Now the scene’s so divided, there are people all over the country doing their own thing and sticking to their own shows in their own insulated world so that you don’t know they’re doing it. There are some awesome cars out there that you’ll only see on forums or one-make car shows, which kind of gives the impression the scene’s dying ‘cos you don’t see cars like you used to. But it’s not, and I think it’s as strong, if not stronger, than it ever has been. It’s just that the mags don’t show them. I don’t believe the custom market is strong enough for so many niche market titles anymore; we need a general one…
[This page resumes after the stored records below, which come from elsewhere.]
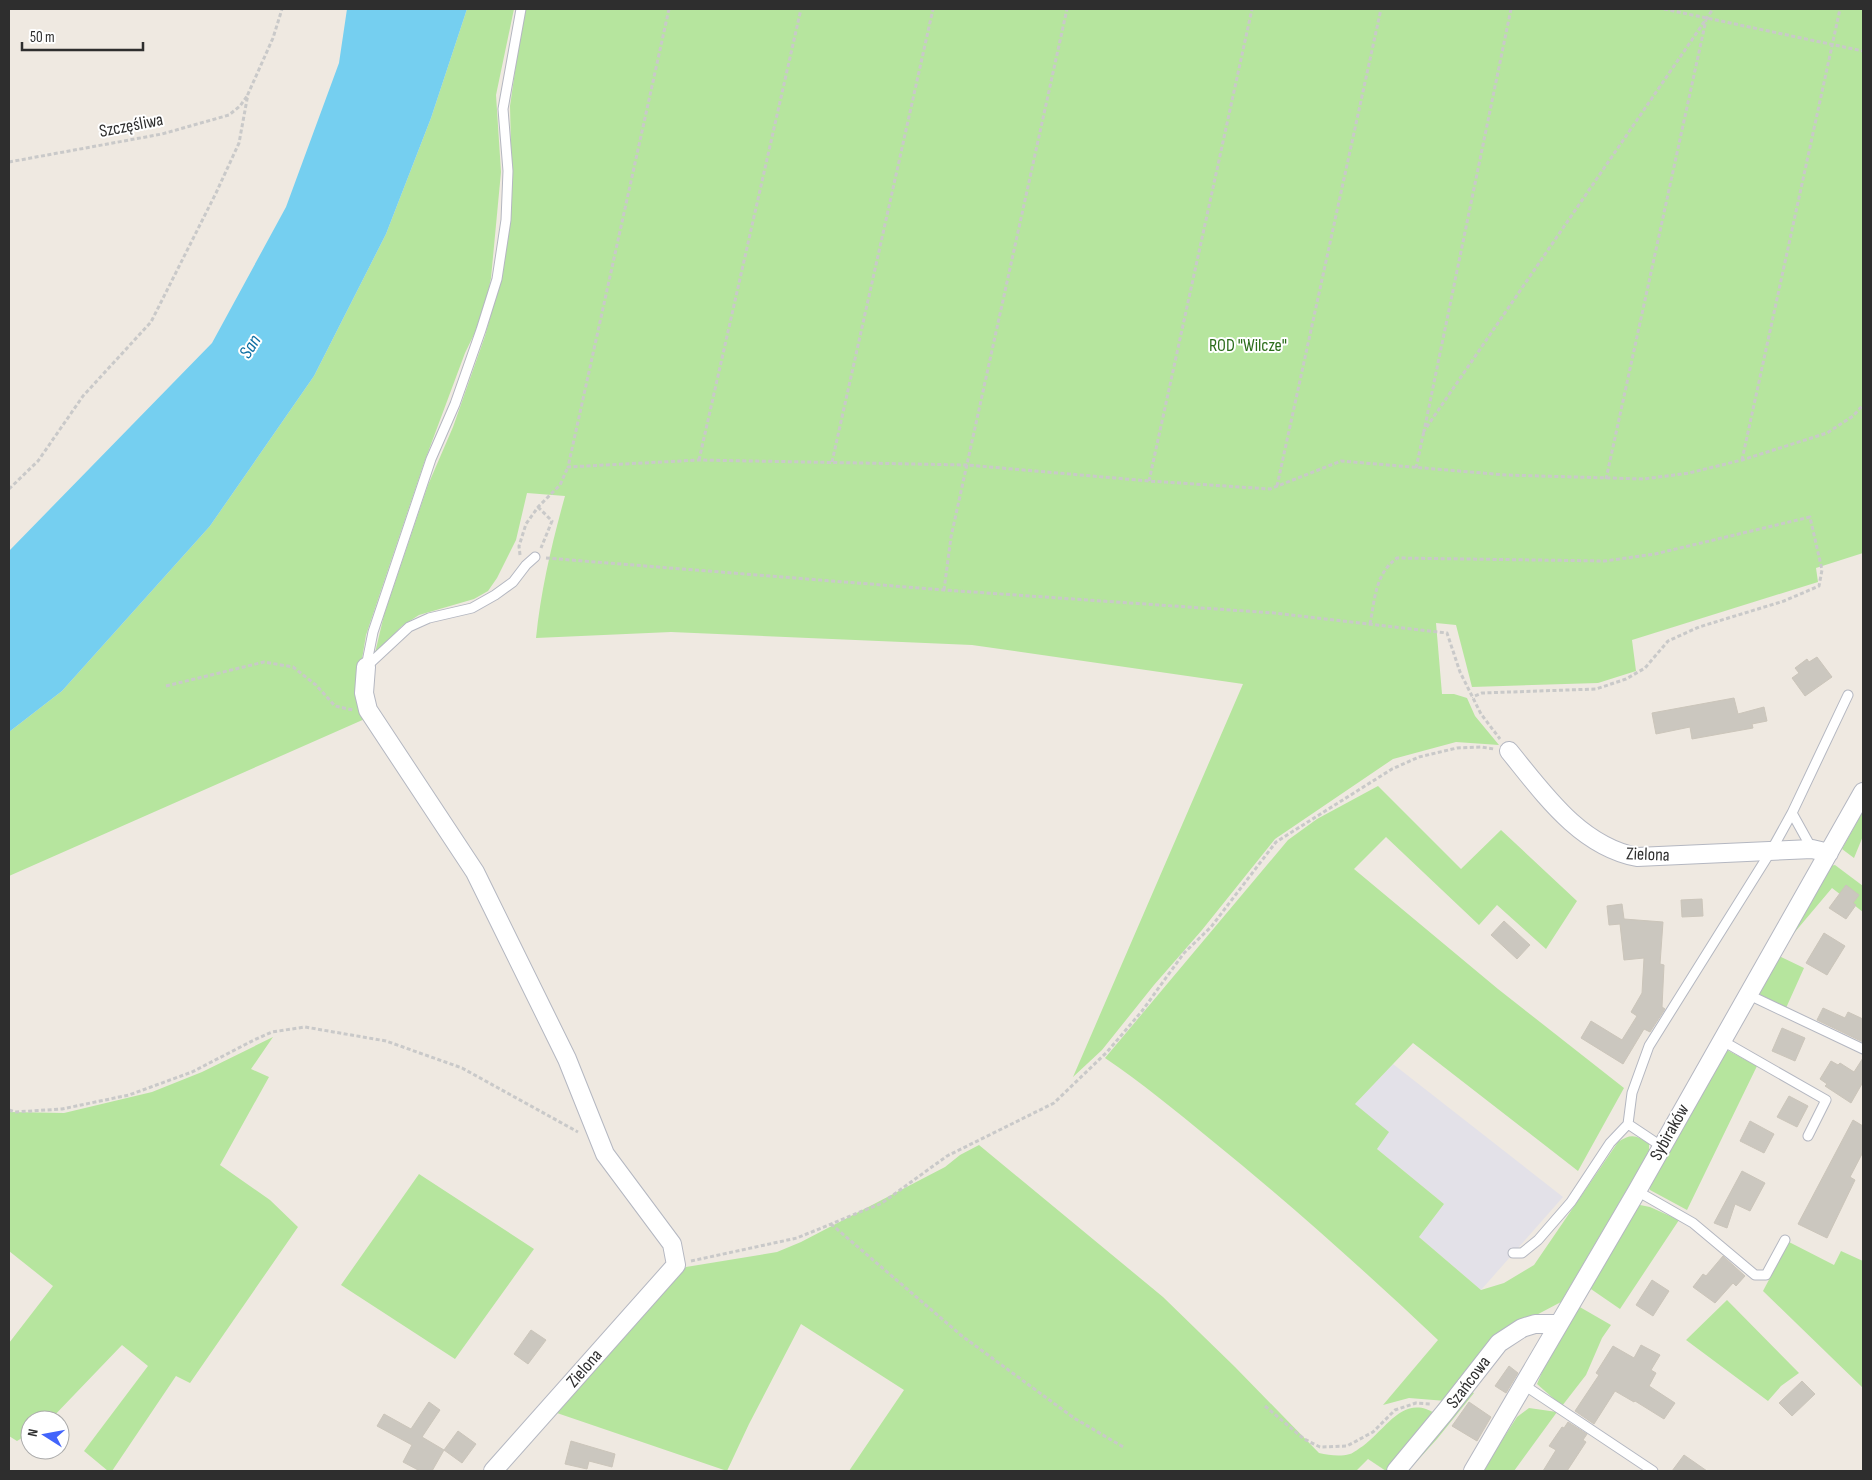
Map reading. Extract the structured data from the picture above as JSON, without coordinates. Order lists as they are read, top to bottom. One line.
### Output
{"streets":{"street":["Zielona","Sybiraków","Szańcowa"],"path":["Szczęśliwa"]},"crossings":[["Zielona","Sybiraków"],["Sybiraków","Szańcowa"]],"water":["San"],"parks":["ROD \"Wilcze\""],"scale_bar":"50 m","north":"left"}
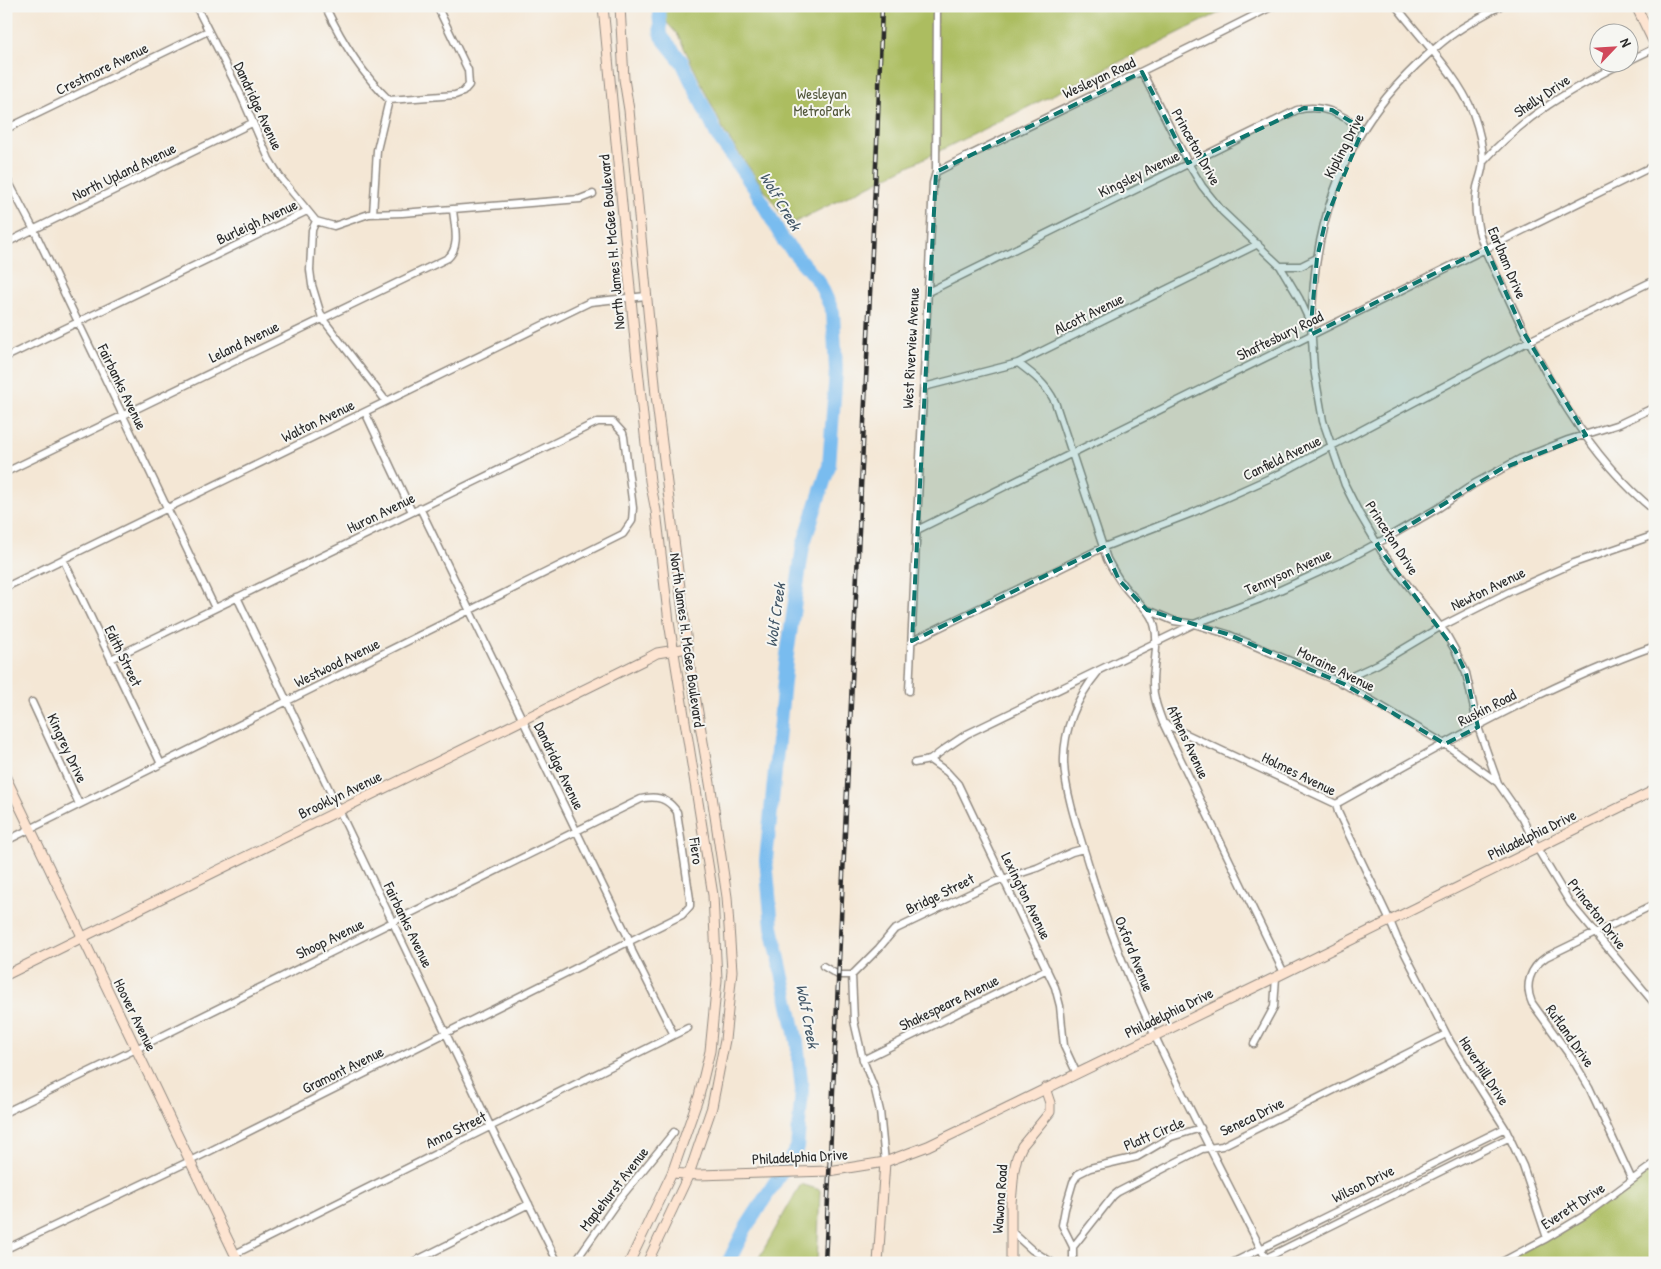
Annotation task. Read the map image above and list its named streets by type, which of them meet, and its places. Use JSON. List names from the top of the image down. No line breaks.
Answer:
{"streets":{"main road":["North James H. McGee Boulevard","Brooklyn Avenue","Philadelphia Drive","Hoover Avenue","Wawona Road"],"street":["Crestmore Avenue","Wesleyan Road","Shelly Drive","Dandridge Avenue","Kipling Drive","Princeton Drive","North Upland Avenue","Kingsley Avenue","Burleigh Avenue","Earlham Drive","Alcott Avenue","Shaftesbury Road","Leland Avenue","West Riverview Avenue","Fairbanks Avenue","Walton Avenue","Canfield Avenue","Huron Avenue","Tennyson Avenue","Newton Avenue","Edith Street","Westwood Avenue","Moraine Avenue","Ruskin Road","Athens Avenue","Kingrey Drive","Holmes Avenue","Fiero","Bridge Street","Lexington Avenue","Shoop Avenue","Oxford Avenue","Shakespeare Avenue","Rutland Drive","Gramont Avenue","Haverhill Drive","Seneca Drive","Anna Street","Platt Circle","Wilson Drive","Maplehurst Avenue","Everett Drive"]},"crossings":[["Crestmore Avenue","Dandridge Avenue"],["Wesleyan Road","Princeton Drive"],["Wesleyan Road","West Riverview Avenue"],["Shelly Drive","Earlham Drive"],["Dandridge Avenue","North Upland Avenue"],["Dandridge Avenue","Burleigh Avenue"],["Dandridge Avenue","Huron Avenue"],["Dandridge Avenue","Westwood Avenue"],["Dandridge Avenue","Brooklyn Avenue"],["Dandridge Avenue","Shoop Avenue"],["Dandridge Avenue","Gramont Avenue"],["Dandridge Avenue","Anna Street"],["Kipling Drive","Princeton Drive"],["Kipling Drive","Kingsley Avenue"],["Kipling Drive","Earlham Drive"],["Princeton Drive","Kingsley Avenue"],["Princeton Drive","Alcott Avenue"],["Princeton Drive","Shaftesbury Road"],["Princeton Drive","Canfield Avenue"],["Princeton Drive","Tennyson Avenue"],["Princeton Drive","Newton Avenue"],["Princeton Drive","Moraine Avenue"],["Princeton Drive","Ruskin Road"],["Princeton Drive","Philadelphia Drive"],["Princeton Drive","Rutland Drive"],["North Upland Avenue","Fairbanks Avenue"],["Kingsley Avenue","West Riverview Avenue"],["Burleigh Avenue","Leland Avenue"],["Burleigh Avenue","Fairbanks Avenue"],["North James H. McGee Boulevard","Walton Avenue"],["North James H. McGee Boulevard","Brooklyn Avenue"],["North James H. McGee Boulevard","Philadelphia Drive"],["Earlham Drive","Shaftesbury Road"],["Earlham Drive","Canfield Avenue"],["Earlham Drive","Tennyson Avenue"],["Alcott Avenue","West Riverview Avenue"],["Alcott Avenue","Athens Avenue"],["Shaftesbury Road","West Riverview Avenue"],["Shaftesbury Road","Athens Avenue"],["Leland Avenue","Fairbanks Avenue"],["West Riverview Avenue","Canfield Avenue"],["Fairbanks Avenue","Walton Avenue"],["Fairbanks Avenue","Huron Avenue"],["Fairbanks Avenue","Westwood Avenue"],["Fairbanks Avenue","Brooklyn Avenue"],["Fairbanks Avenue","Shoop Avenue"],["Fairbanks Avenue","Gramont Avenue"],["Fairbanks Avenue","Anna Street"],["Walton Avenue","Edith Street"],["Canfield Avenue","Athens Avenue"],["Huron Avenue","Edith Street"],["Huron Avenue","Westwood Avenue"],["Tennyson Avenue","Moraine Avenue"],["Tennyson Avenue","Athens Avenue"],["Tennyson Avenue","Lexington Avenue"],["Tennyson Avenue","Oxford Avenue"],["Newton Avenue","Moraine Avenue"],["Edith Street","Westwood Avenue"],["Westwood Avenue","Kingrey Drive"],["Westwood Avenue","Hoover Avenue"],["Moraine Avenue","Ruskin Road"],["Moraine Avenue","Athens Avenue"],["Ruskin Road","Holmes Avenue"],["Athens Avenue","Holmes Avenue"],["Athens Avenue","Philadelphia Drive"],["Holmes Avenue","Philadelphia Drive"],["Holmes Avenue","Haverhill Drive"],["Brooklyn Avenue","Hoover Avenue"],["Philadelphia Drive","Lexington Avenue"],["Philadelphia Drive","Oxford Avenue"],["Philadelphia Drive","Haverhill Drive"],["Philadelphia Drive","Wawona Road"],["Fiero","Shoop Avenue"],["Fiero","Gramont Avenue"],["Bridge Street","Lexington Avenue"],["Bridge Street","Oxford Avenue"],["Lexington Avenue","Shakespeare Avenue"],["Shoop Avenue","Hoover Avenue"],["Oxford Avenue","Seneca Drive"],["Oxford Avenue","Platt Circle"],["Oxford Avenue","Wilson Drive"],["Hoover Avenue","Gramont Avenue"],["Hoover Avenue","Anna Street"],["Rutland Drive","Everett Drive"],["Haverhill Drive","Seneca Drive"],["Haverhill Drive","Wilson Drive"],["Haverhill Drive","Everett Drive"],["Seneca Drive","Platt Circle"]],"water":["Wolf Creek"],"parks":["Wesleyan MetroPark"],"north":"top right"}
What we need to get across is that it’s ok to build whatever you want and to whatever budget – it is all acceptable. There was a concept that you started on a Morris Minor then ‘move on to something more legitimate/American.’ Cobblers! That is a recipe for division; the concept that your car’s not as good as someone that’s spent 60 grand on a rusty body shell because it’s ‘real’ is just nonsense. It’s maybe an extreme case but the stuff Dave Rothwell at Straight Paint builds is, to me, every bit as acceptable as a real steel three-window Deuce coupe with a £125,000 budget.

Way back on my time at Street Machine there was a thing about not featuring front wheel drive cars. Some of that was political, some of it pure snobbery, but right now we can’t afford to ignore anything, because the majority of daily drivers are FWD. And you should be modifying your daily – even if it’s shaving the badges off, just do it! There’s a ton of VAG stuff out there that’s pure Street Machine. Just check out Hot Rod Trimmer (on Rodsnsods.co.uk) and his gold Passat wagon. The thing’s awesome! I would be proud to drive that…

I’ve a lot to say in the coming months but we certainly need to get back to grass roots – we’re all into cars and this country’s too small for division. To me anything goes as long as it’s got soul; above all enjoy life, ‘cos it’s later than you think. Welcome back, Street Machine!